### [WORK TO COMPLETE]
Show every line in the records below that contains the word "serif".

### [MATERIAL FOR THIS EXERCISE]
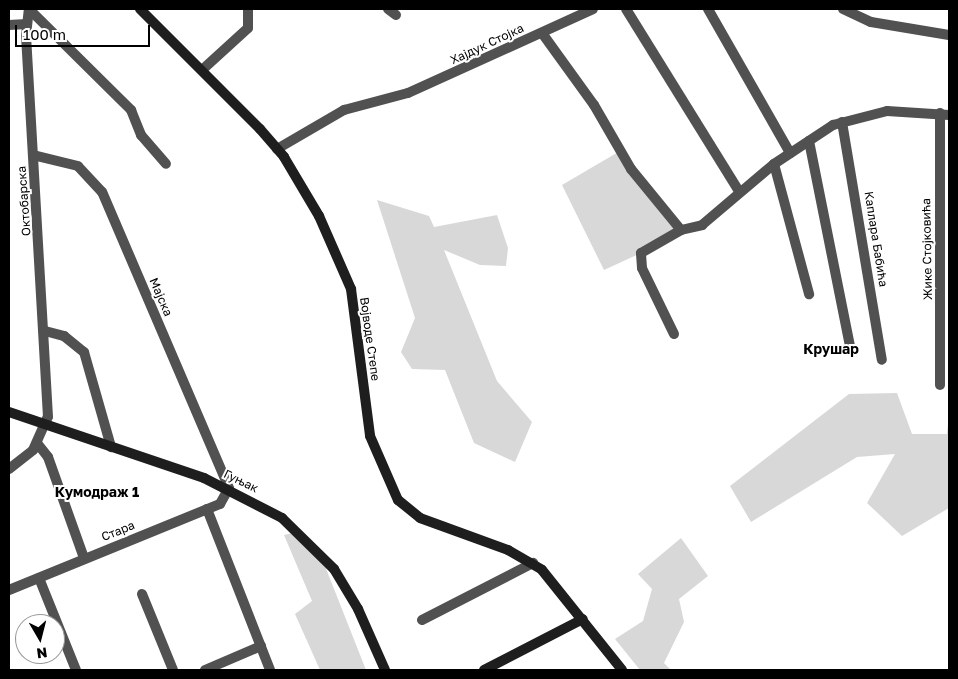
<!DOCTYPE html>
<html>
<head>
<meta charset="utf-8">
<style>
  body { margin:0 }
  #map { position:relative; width:958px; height:679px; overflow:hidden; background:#fff; font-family:"Golos Text",sans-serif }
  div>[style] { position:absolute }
  .green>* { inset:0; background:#d8d8d8 }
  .street>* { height:10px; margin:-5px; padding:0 5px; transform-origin:5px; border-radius:5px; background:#515151 }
  .secondary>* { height:10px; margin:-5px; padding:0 5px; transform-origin:5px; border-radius:5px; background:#1e1e1e }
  span { translate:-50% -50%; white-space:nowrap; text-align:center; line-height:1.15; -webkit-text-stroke:4px #fff; paint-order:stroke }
  .street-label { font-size:12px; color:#000 }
  .neighbourhood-label { font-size:14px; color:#000; font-weight:700 }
  .frame { position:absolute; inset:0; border:10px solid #000; pointer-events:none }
  .north { position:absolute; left:15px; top:614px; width:50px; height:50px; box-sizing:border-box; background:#fff; border:1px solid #999; border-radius:50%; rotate:172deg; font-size:14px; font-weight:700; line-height:20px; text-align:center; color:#000 }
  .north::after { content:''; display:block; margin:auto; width:18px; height:22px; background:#000; clip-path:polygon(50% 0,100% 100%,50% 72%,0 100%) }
  .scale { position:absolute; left:15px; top:25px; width:135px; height:22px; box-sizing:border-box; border:2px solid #000; border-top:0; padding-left:6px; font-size:15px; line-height:18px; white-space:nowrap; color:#000; -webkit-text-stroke:4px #fff; paint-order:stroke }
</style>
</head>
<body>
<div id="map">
  <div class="green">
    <i style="clip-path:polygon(620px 151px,676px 228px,641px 253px,604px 270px,562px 185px)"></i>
    <i style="clip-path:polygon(377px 200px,429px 216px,434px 227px,497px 215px,508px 248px,506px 266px,480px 265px,444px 250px,497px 381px,532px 422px,515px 462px,474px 443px,445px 370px,412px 369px,401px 352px,415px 318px)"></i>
    <i style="clip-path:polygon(897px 393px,912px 434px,947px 434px,949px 413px,949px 508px,902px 536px,867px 503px,895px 454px,857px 457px,751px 522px,730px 486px,849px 394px)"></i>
    <i style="clip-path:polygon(293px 533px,325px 566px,366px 670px,320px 670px,295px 614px,312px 601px,284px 535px)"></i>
    <i style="clip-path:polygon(681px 538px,708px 576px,679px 599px,684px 622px,664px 663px,671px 670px,640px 670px,615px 639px,643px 621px,652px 589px,638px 574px)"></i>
  </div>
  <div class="street">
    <i style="left:29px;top:9px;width:144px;rotate:44.7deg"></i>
    <i style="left:131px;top:110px;width:27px;rotate:68deg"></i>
    <i style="left:141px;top:135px;width:38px;rotate:49deg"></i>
    <i style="left:388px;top:9px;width:10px;rotate:37deg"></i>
    <i style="left:626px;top:9px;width:214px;rotate:58.2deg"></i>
    <i style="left:708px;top:9px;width:166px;rotate:60.3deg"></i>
    <i style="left:843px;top:9px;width:31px;rotate:25deg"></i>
    <i style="left:871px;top:22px;width:79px;rotate:9.5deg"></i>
    <i style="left:9px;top:25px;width:18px;rotate:-3deg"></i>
    <i style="left:542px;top:33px;width:89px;rotate:54.2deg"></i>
    <i style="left:594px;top:105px;width:74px;rotate:60deg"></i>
    <i style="left:631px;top:169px;width:79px;rotate:50.7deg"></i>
    <i style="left:202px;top:70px;width:62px;rotate:-42.4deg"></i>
    <i style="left:248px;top:28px;width:19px;rotate:-90deg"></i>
    <i style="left:940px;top:113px;width:272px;rotate:90deg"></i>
    <i style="left:842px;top:122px;width:241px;rotate:80.5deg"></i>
    <i style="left:809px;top:141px;width:214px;rotate:78.7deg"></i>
    <i style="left:277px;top:149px;width:78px;rotate:-30.2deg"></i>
    <i style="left:344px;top:110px;width:66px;rotate:-14.9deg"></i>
    <i style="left:408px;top:93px;width:203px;rotate:-24.4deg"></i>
    <i style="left:774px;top:164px;width:135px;rotate:74.9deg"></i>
    <i style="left:45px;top:331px;width:20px;rotate:15deg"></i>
    <i style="left:64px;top:336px;width:26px;rotate:39deg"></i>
    <i style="left:84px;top:352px;width:99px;rotate:74.1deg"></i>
    <i style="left:674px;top:334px;width:73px;rotate:-115.9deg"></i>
    <i style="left:642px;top:268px;width:15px;rotate:-94deg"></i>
    <i style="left:641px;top:253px;width:46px;rotate:-29.9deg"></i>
    <i style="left:681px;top:230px;width:22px;rotate:-13deg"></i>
    <i style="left:702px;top:225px;width:94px;rotate:-40.3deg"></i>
    <i style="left:774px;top:164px;width:71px;rotate:-33.5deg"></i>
    <i style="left:833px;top:125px;width:56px;rotate:-14.5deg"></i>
    <i style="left:887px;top:111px;width:62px;rotate:3.7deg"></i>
    <i style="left:37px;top:443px;width:18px;rotate:52deg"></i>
    <i style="left:48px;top:457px;width:107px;rotate:70.4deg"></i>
    <i style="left:9px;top:469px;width:31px;rotate:-38deg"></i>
    <i style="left:33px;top:450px;width:36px;rotate:-66deg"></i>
    <i style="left:48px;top:417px;width:382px;rotate:-93.3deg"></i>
    <i style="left:26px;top:36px;width:27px;rotate:-84deg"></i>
    <i style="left:207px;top:509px;width:173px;rotate:68.6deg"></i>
    <i style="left:39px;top:578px;width:99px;rotate:68.1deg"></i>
    <i style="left:9px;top:590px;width:228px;rotate:-22.2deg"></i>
    <i style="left:220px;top:504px;width:18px;rotate:-61deg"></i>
    <i style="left:229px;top:488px;width:322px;rotate:-113.2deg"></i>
    <i style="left:102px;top:192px;width:35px;rotate:-133deg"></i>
    <i style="left:78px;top:166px;width:46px;rotate:-166.3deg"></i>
    <i style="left:142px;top:594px;width:82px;rotate:67.8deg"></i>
    <i style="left:422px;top:620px;width:125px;rotate:-27.2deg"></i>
    <i style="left:205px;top:670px;width:61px;rotate:-23.2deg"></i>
  </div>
  <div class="secondary">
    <i style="left:140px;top:9px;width:170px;rotate:45deg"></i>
    <i style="left:260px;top:129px;width:37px;rotate:49deg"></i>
    <i style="left:284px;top:157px;width:69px;rotate:59.3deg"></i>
    <i style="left:319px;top:216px;width:80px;rotate:66.3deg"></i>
    <i style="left:351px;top:289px;width:148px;rotate:82.6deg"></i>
    <i style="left:370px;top:436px;width:70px;rotate:66.4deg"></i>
    <i style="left:398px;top:500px;width:28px;rotate:39deg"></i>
    <i style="left:420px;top:518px;width:94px;rotate:20deg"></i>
    <i style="left:508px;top:550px;width:39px;rotate:30deg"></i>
    <i style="left:542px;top:570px;width:128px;rotate:51.3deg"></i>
    <i style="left:9px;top:412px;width:206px;rotate:18.7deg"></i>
    <i style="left:204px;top:478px;width:88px;rotate:27.1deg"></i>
    <i style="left:282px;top:518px;width:73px;rotate:44.4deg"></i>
    <i style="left:334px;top:569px;width:47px;rotate:59deg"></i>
    <i style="left:358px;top:609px;width:67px;rotate:66.1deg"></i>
    <i style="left:484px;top:670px;width:111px;rotate:-27.3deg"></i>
  </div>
  <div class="street-label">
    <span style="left:487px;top:44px;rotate:-25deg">Хајдук Стојка</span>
    <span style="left:24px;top:201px;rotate:-94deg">Октобарска</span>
    <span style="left:876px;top:239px;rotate:81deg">Каплара Бабића</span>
    <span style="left:927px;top:249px;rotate:-91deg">Жике Стојковића</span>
    <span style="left:161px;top:297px;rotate:67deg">Мајска</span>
    <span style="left:370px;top:339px;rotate:82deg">Војводе Степе</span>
    <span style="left:241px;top:481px;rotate:26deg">Гуњак</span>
    <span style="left:118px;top:531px;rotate:-22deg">Стара</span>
  </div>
  <div class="neighbourhood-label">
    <span style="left:831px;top:349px">Крушар</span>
    <span style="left:97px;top:492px">Кумодраж 1</span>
  </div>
  <div class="frame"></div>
  <div class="north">N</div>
  <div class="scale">100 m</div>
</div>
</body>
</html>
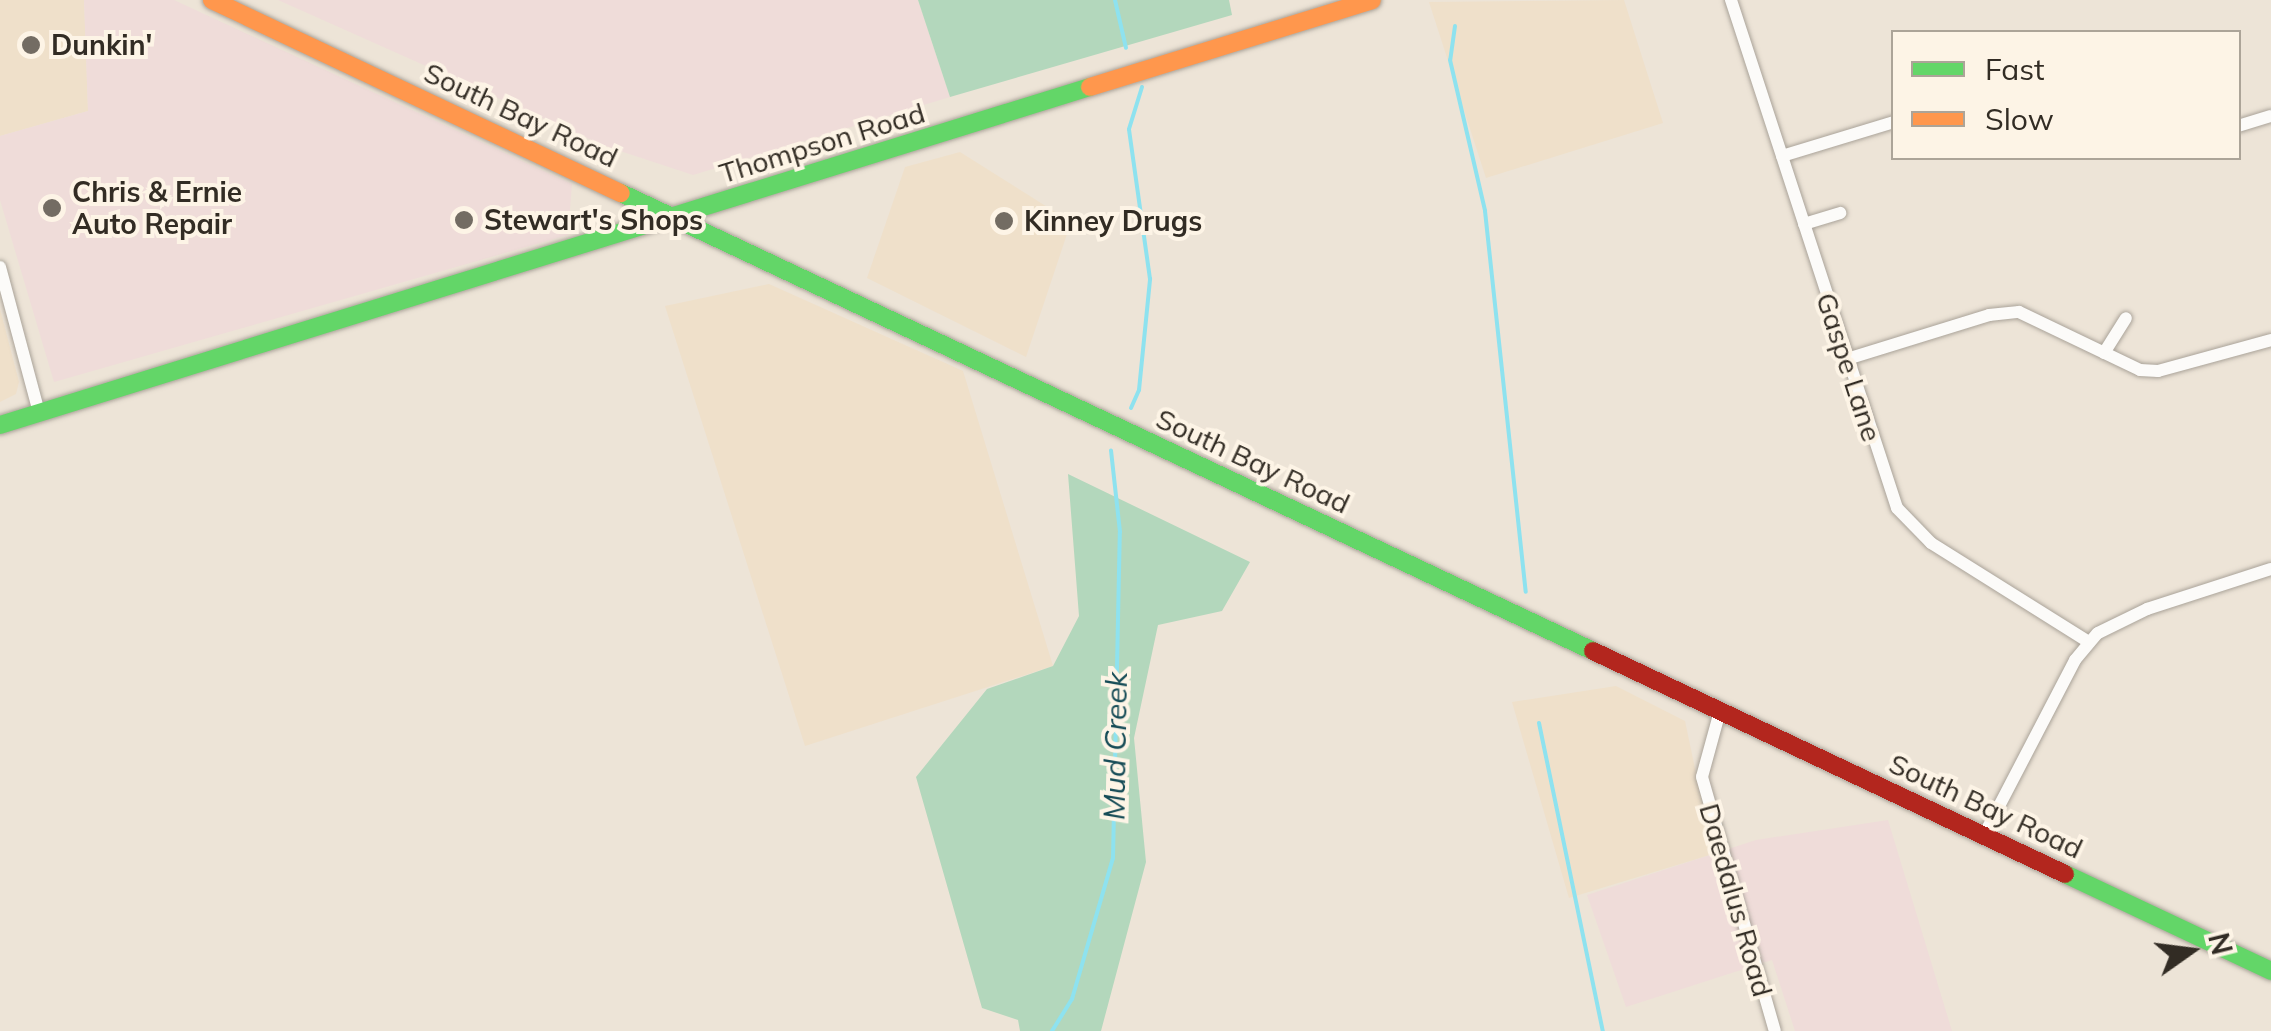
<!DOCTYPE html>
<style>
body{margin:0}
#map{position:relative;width:2271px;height:1031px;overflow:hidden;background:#ede4d7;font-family:Mulish,sans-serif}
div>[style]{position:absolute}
.built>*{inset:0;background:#efe0ca}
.industrial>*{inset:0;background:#efdcd9}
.green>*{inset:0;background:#b3d7bc}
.stream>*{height:4px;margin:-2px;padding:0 2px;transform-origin:2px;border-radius:2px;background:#8ee2ef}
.roads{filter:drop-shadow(0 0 2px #aaa399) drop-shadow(0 0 2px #aaa399)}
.street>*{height:12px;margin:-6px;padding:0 6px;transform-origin:6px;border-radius:6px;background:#fcfbf9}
.fast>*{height:18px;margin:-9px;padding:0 9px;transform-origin:9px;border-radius:9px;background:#63d668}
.slow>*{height:18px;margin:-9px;padding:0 9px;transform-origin:9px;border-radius:9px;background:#ff974d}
.jam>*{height:18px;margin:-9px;padding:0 9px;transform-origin:9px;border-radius:9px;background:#b3261e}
.dots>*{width:28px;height:28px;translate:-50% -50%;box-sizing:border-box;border:5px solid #fdf4e6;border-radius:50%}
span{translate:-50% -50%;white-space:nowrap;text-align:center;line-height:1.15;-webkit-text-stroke:8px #fdf4e6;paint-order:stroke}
.poi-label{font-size:28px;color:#322c24;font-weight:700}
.left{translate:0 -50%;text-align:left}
.street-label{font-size:28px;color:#322c24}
.water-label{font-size:30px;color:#154b56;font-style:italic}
.legend{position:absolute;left:1891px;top:30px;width:350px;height:130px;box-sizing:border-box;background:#fdf4e6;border:2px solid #aca498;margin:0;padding:12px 18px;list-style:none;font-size:30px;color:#322c24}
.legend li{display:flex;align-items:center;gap:20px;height:50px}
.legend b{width:50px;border:2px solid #aca498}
.north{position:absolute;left:2141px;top:901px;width:100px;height:100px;-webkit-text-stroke:8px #fdf4e6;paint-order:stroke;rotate:76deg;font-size:28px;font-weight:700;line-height:40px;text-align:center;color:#322c24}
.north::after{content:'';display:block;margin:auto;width:35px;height:45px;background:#322c24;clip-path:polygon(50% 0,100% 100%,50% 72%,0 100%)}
</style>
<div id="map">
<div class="built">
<div style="clip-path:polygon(0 0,84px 0,88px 111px,0 136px)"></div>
<div style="clip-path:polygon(1624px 0,1663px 123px,1486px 178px,1429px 2px)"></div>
<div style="clip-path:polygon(960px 152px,1071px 222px,1026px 357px,867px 278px,905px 167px)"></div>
<div style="clip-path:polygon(769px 284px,963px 371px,1053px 666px,805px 746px,665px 306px)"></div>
<div style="clip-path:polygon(0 309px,19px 382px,16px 394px,0 402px)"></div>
<div style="clip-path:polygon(1616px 686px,1685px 721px,1713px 854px,1569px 898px,1512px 702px)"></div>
</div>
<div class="industrial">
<div style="clip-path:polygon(84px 0,174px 0,572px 184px,568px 235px,54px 382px,0 200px,0 136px,88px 111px)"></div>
<div style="clip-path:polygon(278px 0,918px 0,950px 97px,693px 175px,605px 146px)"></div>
<div style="clip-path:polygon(1888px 820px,1952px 1031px,1795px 1031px,1772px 960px,1626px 1007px,1587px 895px,1756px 840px)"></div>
</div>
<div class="green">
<div style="clip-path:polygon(918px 0,1229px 0,1232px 15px,950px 97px)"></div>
<div style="clip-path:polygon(1068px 474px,1250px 562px,1222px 611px,1158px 625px,1134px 738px,1146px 862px,1101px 1031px,1020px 1031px,1018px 1020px,982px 1008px,916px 777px,987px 689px,1053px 666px,1079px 616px)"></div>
</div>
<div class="stream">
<div style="left:1115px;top:0;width:49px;rotate:77.1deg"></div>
<div style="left:1455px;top:26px;width:34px;rotate:98deg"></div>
<div style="left:1450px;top:60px;width:155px;rotate:76.9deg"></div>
<div style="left:1485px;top:211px;width:383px;rotate:83.9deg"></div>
<div style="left:1131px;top:408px;width:20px;rotate:-66deg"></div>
<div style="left:1139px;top:390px;width:112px;rotate:-84.3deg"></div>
<div style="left:1150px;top:279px;width:151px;rotate:-98deg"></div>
<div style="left:1129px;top:129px;width:44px;rotate:-72.8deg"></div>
<div style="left:1539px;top:723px;width:315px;rotate:78.3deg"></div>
<div style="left:1052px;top:1031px;width:38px;rotate:-58deg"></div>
<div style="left:1072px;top:999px;width:147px;rotate:-73.8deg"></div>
<div style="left:1113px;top:858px;width:326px;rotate:-88.8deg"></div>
<div style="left:1120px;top:532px;width:82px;rotate:-96.3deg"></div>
</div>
<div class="roads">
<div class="street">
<div style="left:1731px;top:0;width:534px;rotate:71.9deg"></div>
<div style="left:1897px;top:508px;width:49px;rotate:45.8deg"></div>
<div style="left:1931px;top:543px;width:186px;rotate:32.1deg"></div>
<div style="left:2238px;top:126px;width:34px;rotate:-17deg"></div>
<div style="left:1782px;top:156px;width:117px;rotate:-16.9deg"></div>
<div style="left:1804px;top:224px;width:38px;rotate:-17deg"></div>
<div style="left:0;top:267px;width:151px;rotate:75deg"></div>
<div style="left:2104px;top:353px;width:41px;rotate:-57.8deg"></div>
<div style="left:1847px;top:359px;width:149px;rotate:-17.2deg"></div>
<div style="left:1989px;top:315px;width:30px;rotate:-6deg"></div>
<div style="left:2019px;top:312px;width:134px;rotate:25.6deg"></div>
<div style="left:2140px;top:370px;width:18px;rotate:3deg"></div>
<div style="left:2158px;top:371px;width:117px;rotate:-15.3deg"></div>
<div style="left:1720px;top:711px;width:68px;rotate:105.3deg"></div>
<div style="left:1702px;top:777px;width:264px;rotate:74deg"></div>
<div style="left:1984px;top:835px;width:197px;rotate:-62.5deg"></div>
<div style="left:2075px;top:660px;width:35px;rotate:-50deg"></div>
<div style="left:2098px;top:633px;width:55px;rotate:-26.1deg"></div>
<div style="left:2147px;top:609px;width:130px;rotate:-17.9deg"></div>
</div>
<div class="fast">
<div style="left:621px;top:193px;width:1074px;rotate:25.23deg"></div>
<div style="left:0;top:425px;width:1141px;rotate:-17.23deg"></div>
<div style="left:2065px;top:874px;width:228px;rotate:25.2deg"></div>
</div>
<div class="slow">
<div style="left:212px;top:0;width:452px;rotate:25.3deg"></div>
<div style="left:1090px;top:87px;width:295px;rotate:-17.1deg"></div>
</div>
<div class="jam">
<div style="left:1593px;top:651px;width:522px;rotate:25.29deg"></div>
</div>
</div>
<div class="dots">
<div style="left:31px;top:45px;background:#736c63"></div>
<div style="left:52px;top:208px;background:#736c63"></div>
<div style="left:464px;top:220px;background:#736c63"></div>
<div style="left:1004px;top:221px;background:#736c63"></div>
</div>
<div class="poi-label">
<span class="left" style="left:51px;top:45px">Dunkin'</span>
<span class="left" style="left:72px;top:208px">Chris &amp; Ernie<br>Auto Repair</span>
<span class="left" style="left:484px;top:220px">Stewart's Shops</span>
<span class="left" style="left:1024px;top:221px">Kinney Drugs</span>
</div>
<div class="street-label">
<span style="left:521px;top:115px;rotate:25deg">South Bay Road</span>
<span style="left:822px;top:143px;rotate:-17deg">Thompson Road</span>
<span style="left:1849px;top:367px;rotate:72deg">Gaspe Lane</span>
<span style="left:1253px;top:461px;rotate:25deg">South Bay Road</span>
<span style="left:1986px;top:806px;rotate:25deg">South Bay Road</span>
<span style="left:1736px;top:900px;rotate:74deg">Daedalus Road</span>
</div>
<div class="water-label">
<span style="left:1115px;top:746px;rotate:-89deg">Mud Creek</span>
</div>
<ul class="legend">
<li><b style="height:12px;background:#63d668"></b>Fast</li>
<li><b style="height:12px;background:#ff974d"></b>Slow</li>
</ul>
<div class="north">N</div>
</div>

### [ANSWER SPACE]
  #map { position:relative; width:958px; height:679px; overflow:hidden; background:#fff; font-family:"Golos Text",sans-serif }
#map{position:relative;width:2271px;height:1031px;overflow:hidden;background:#ede4d7;font-family:Mulish,sans-serif}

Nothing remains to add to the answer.